Work to be completed → For the records below, say how many lines contain the string "grid". Give the number only.

═════ Input data

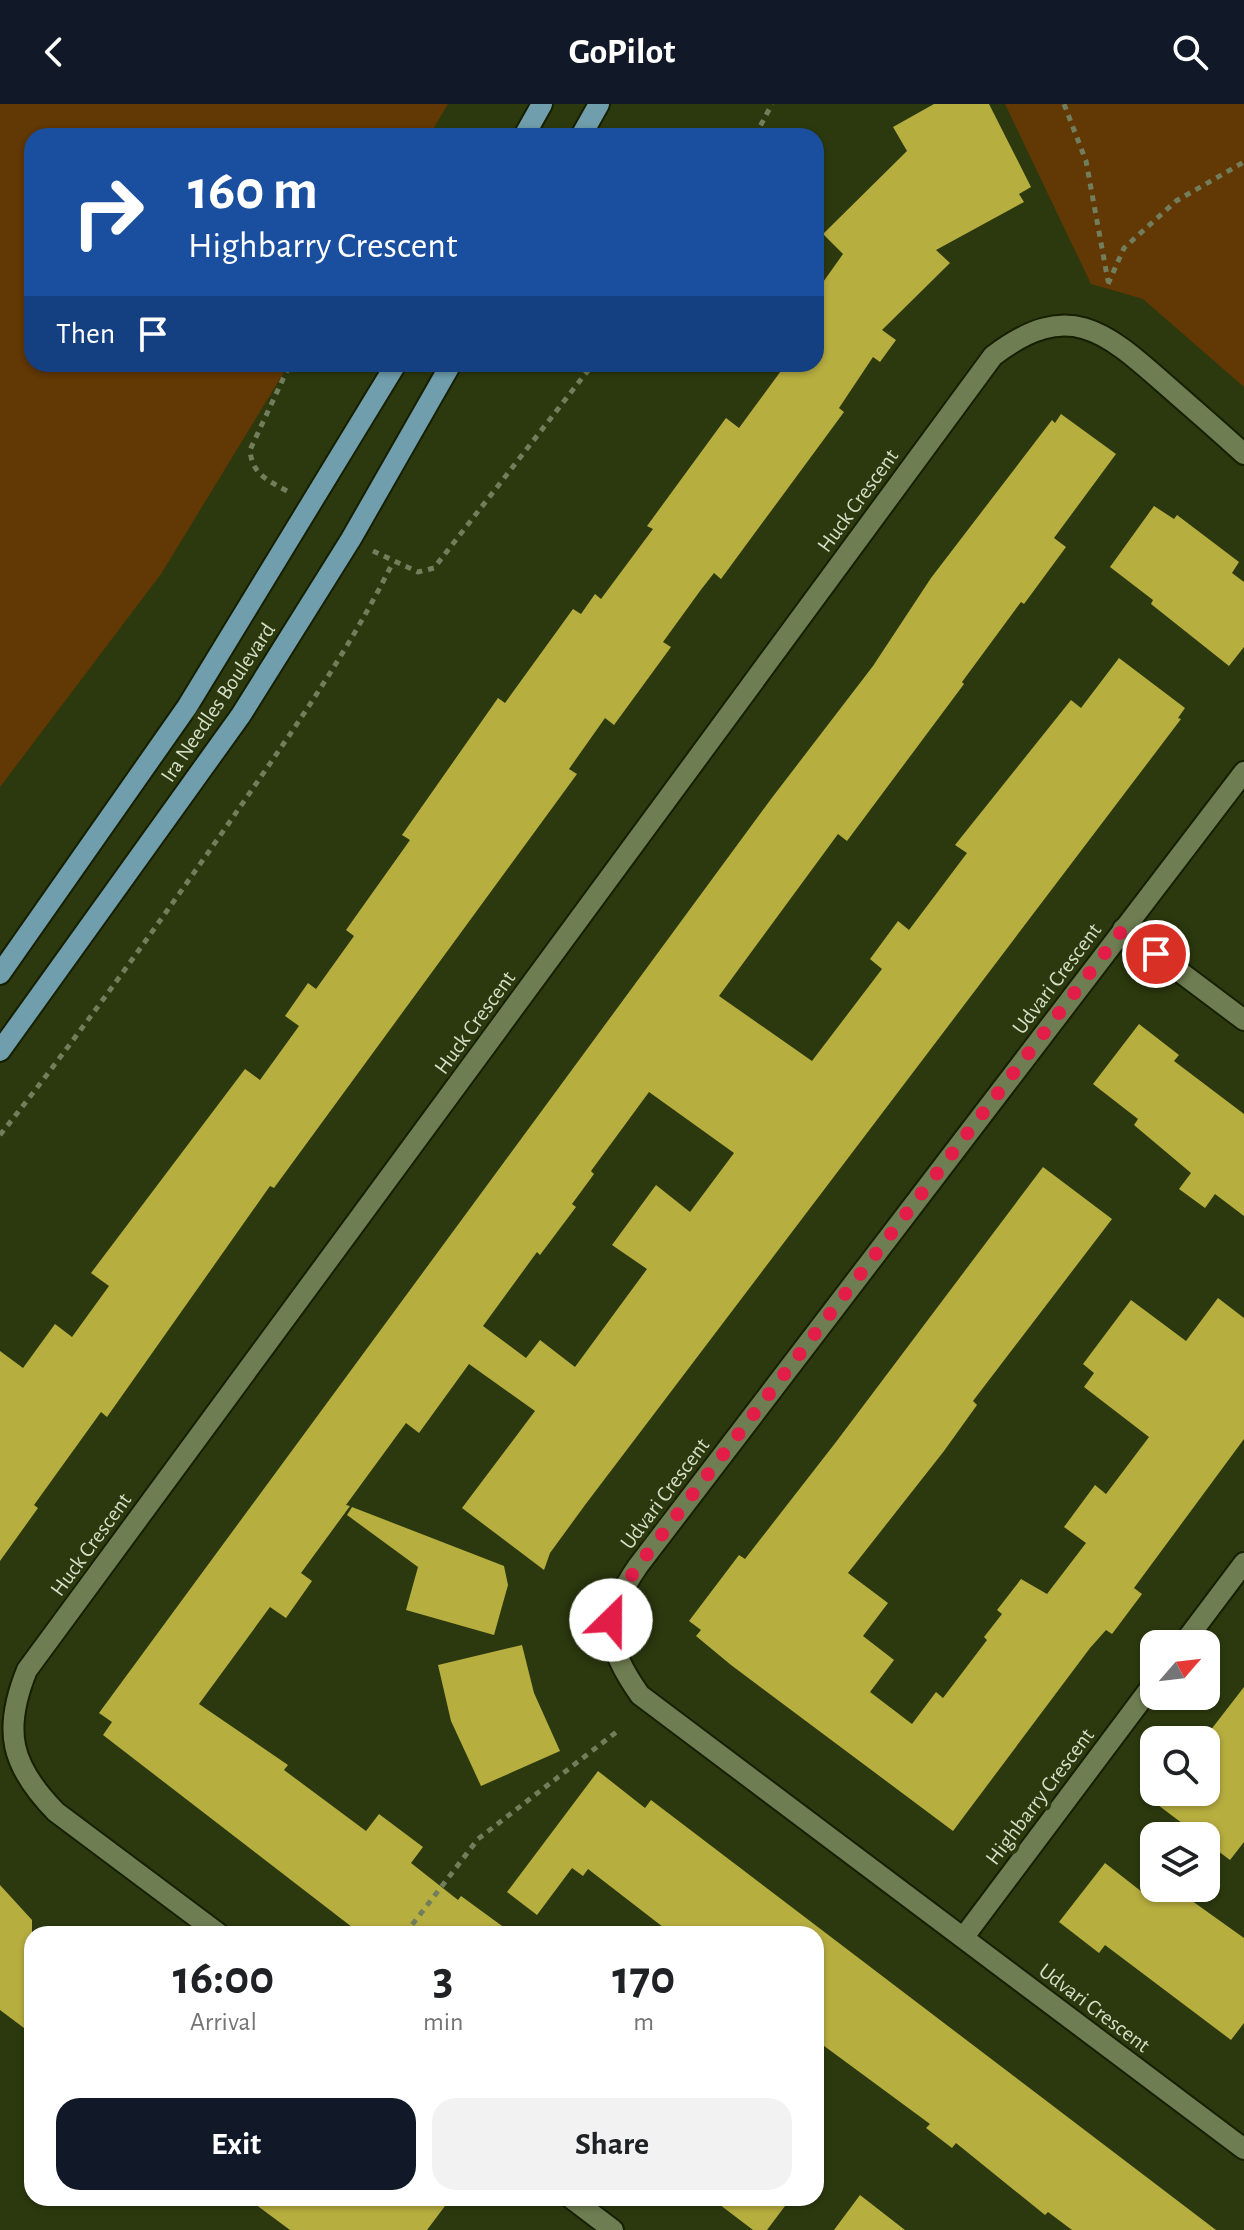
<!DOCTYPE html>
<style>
:root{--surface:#fff;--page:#f2f2f2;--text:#202124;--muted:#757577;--accent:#111827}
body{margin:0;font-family:"Alegreya Sans",sans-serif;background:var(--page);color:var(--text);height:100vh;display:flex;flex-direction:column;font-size:30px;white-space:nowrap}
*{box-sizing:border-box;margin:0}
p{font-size:26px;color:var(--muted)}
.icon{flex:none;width:44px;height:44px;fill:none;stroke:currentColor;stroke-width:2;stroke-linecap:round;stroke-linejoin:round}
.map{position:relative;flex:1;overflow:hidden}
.sheet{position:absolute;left:24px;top:1822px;width:800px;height:280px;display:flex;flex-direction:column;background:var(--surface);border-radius:24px;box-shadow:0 2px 6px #0004}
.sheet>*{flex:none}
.hud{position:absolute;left:24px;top:24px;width:800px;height:244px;border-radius:24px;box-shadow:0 2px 6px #0004;background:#1a4fa0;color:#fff;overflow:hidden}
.needle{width:52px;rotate:62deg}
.buttons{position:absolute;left:1140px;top:1526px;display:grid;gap:16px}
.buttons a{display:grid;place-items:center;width:80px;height:80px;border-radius:16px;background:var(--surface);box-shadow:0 2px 6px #0004;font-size:40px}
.pin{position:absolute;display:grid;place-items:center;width:68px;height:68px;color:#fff;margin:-34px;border:4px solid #fff;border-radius:50%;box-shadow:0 2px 8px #0007}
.me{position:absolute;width:88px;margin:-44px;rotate:23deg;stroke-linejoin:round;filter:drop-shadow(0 0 6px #0008)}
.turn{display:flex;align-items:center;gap:28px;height:168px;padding:0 32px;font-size:36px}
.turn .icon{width:104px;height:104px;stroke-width:2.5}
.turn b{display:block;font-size:56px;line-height:68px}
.then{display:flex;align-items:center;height:76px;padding:0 32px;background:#0003;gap:16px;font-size:30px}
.eta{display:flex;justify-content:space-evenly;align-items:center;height:136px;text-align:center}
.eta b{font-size:48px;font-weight:700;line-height:56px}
.button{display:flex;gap:16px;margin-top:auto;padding:16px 32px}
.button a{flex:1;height:92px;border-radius:24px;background:var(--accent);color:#fff;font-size:32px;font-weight:700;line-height:92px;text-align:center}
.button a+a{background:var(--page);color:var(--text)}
header{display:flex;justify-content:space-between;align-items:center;height:104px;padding:0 32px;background:var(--accent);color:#fff;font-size:36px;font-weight:700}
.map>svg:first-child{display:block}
.green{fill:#623804}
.building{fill:#b7ae40;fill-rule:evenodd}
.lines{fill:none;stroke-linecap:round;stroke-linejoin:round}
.minor-casing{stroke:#161f01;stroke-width:24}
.major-casing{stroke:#161f01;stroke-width:24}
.path{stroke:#727e5b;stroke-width:5;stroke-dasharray:6 6;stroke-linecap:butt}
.minor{stroke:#6f7e52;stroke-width:20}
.major{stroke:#709ead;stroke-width:20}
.route{stroke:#e11d48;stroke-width:14;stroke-dasharray:0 25.2}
.labels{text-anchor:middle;stroke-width:8;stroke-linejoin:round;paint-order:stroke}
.street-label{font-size:22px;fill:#d5dec7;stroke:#2c390e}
</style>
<header><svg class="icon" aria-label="back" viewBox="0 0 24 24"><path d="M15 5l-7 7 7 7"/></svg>GoPilot<svg class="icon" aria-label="search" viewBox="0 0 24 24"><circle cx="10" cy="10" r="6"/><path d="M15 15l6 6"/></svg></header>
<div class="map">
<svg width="1244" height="2126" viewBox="0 0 1244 2126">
<rect width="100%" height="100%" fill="#2c390e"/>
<path class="green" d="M0,0H448L429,32H32V260H289L161,470L0,683Z
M1005,0H1244V283L1143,195L1091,180Z"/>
<path class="building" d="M934,0H989L1031,83L1019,90L1024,98L936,146L950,159L882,226L896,236L880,258L873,253L839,304L844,308L721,475L714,469L700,487L663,538L671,543L614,621L605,614L569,665L577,670L274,1084L270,1082L107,1313L101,1308L34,1401L38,1404L0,1457V1247L23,1264L55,1220L72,1233L109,1182L91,1169L245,965L260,976L299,922L285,912L308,879L316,885L354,832L346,826L410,736L402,731L498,594L505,599L573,505L581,510L595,490L601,495L653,425L647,422L726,314L739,324L786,260H816V188L843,150L823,130L907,47L893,23Z
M1061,310L1116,350L1054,434L1066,443L1024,500L1021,498L962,578L964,580L847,737L838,730L719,892L812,957L882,865L870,855L898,817L909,826L967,749L955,741L1071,596L1081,604L1119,554L1185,604L1178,614L1181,615L585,1401L550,1449L544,1466L462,1404L535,1307L469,1260L419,1329L406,1319L346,1401L350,1402L301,1469L312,1477L286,1514L270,1503L199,1600L288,1661L284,1666L366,1727L379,1710L423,1743L411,1759L458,1796L461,1792L513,1830H361L103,1631L112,1618L99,1609L771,695L873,562L931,474L1052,316L1055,319ZM649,988L734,1049L690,1108L656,1081L612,1141L647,1165L575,1263L540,1236L526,1254L483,1222L537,1148L540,1151L576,1103L572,1100L594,1070L591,1067Z
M1154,402L1174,415L1177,411L1239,458L1232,469L1244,478V543L1229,562L1151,500L1153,496L1110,463Z
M1139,920L1179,951L1174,957L1244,1010V1112L1215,1090L1205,1104L1179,1085L1191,1069L1134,1021L1138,1015L1093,980Z
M1043,1063L1112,1115L973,1297L977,1301L944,1347L848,1469L888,1499L863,1532L894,1556L870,1588L912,1620L936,1588L943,1594L987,1536L984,1533L1002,1510L997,1506L1021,1475L1047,1490L1086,1439L1064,1423L1095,1381L1106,1390L1149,1333L1084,1283L1094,1269L1083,1260L1131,1196L1186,1237L1218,1194L1244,1214V1335L1134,1484L1142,1490L1112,1530L1106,1526L1090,1544L953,1727L731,1561L696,1532L701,1526L689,1517L739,1451L745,1455L836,1338Z
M352,1403L504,1462L508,1481L494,1531L406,1506L418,1463L347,1411Z
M522,1541L534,1589L560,1647L481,1682L451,1617L438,1561Z
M1244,1583V1738L1230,1756L1206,1738V1732H1199L1158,1701L1168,1688H1206L1208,1636H1203Z
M598,1667L645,1704L651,1696L1216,2126H1072L1048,2108L1045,2111L956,2039L952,2044L926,2024L930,2020L816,1936V1830H672L588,1765L583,1772L572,1764L537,1811L507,1788Z
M1105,1759L1151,1795L1160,1784H1174L1244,1834V1919L1231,1936L1105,1841L1099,1849L1059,1818Z
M0,1781L32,1816V1930L0,1906Z
M860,2091L905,2126H834Z
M247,2094H451L427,2126H290Z
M711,2094H791L767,2126H753Z"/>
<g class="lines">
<defs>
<path id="minor" d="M1244,668L638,1462C603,1513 604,1540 640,1591L1244,2045
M1123,825L1244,916
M1183,1540L1244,1459
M219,1830L56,1708C11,1662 2,1627 27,1566L993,252C1068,195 1104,226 1165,280C1191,303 1218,326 1244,350
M963,1834L1154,1579
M571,2094L613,2126"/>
<path id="major" d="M524,32L542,0
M581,32L599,0
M0,870L187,603L396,260
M0,947L241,611L351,435L451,260"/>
</defs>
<use href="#minor" class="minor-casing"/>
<use href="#major" class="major-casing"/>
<path class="path" d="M1064,0L1086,57L1108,177
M755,32L772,0
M1108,180L1124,144L1176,97L1244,58
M287,387C267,376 252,370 250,346L290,260
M373,447L418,468L434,464L593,260
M0,1031C81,929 156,823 231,716C289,632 348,549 393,458
M405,1830L478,1735L619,1626"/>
<use href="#minor" class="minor"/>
<use href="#major" class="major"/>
</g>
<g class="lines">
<path class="route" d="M611,1516L618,1492L638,1462L1123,825L1156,850"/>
</g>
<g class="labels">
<g class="street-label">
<text transform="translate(857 396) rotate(-54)" y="8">Huck Crescent</text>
<text transform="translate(217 598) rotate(-56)" y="8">Ira Needles Boulevard</text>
<text transform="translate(1056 874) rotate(-53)" y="8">Udvari Crescent</text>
<text transform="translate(474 918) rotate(-54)" y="8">Huck Crescent</text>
<text transform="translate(664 1389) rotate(-53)" y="8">Udvari Crescent</text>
<text transform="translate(90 1440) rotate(-54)" y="8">Huck Crescent</text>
<text transform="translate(1039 1692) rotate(-53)" y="8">Highbarry Crescent</text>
<text transform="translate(1095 1903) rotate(37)" y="8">Udvari Crescent</text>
</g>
</g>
</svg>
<div class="buttons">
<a><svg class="needle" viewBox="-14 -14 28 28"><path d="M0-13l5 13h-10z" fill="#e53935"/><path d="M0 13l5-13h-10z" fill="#757577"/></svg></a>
<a><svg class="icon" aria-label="search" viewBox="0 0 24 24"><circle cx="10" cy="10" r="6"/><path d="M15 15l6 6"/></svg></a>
<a><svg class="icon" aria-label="layers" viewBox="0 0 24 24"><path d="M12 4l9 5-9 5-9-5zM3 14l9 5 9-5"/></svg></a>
</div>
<div class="pin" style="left:1156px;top:850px;background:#d93025"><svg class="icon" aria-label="arrive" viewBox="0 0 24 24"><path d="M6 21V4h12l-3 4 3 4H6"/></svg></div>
<svg class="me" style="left:611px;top:1516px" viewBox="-20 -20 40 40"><circle r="19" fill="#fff"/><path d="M0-13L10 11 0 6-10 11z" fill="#e11d48"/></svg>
<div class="hud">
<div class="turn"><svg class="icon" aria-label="right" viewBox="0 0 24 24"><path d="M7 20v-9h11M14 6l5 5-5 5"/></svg><div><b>160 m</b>Highbarry Crescent</div></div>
<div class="then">Then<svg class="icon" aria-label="arrive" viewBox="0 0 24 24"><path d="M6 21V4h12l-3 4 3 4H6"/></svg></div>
</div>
<section class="sheet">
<div class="eta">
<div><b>16:00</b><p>Arrival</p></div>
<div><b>3</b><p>min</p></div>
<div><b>170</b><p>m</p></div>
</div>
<div class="button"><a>Exit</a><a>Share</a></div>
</section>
</div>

══════════

Your response → 3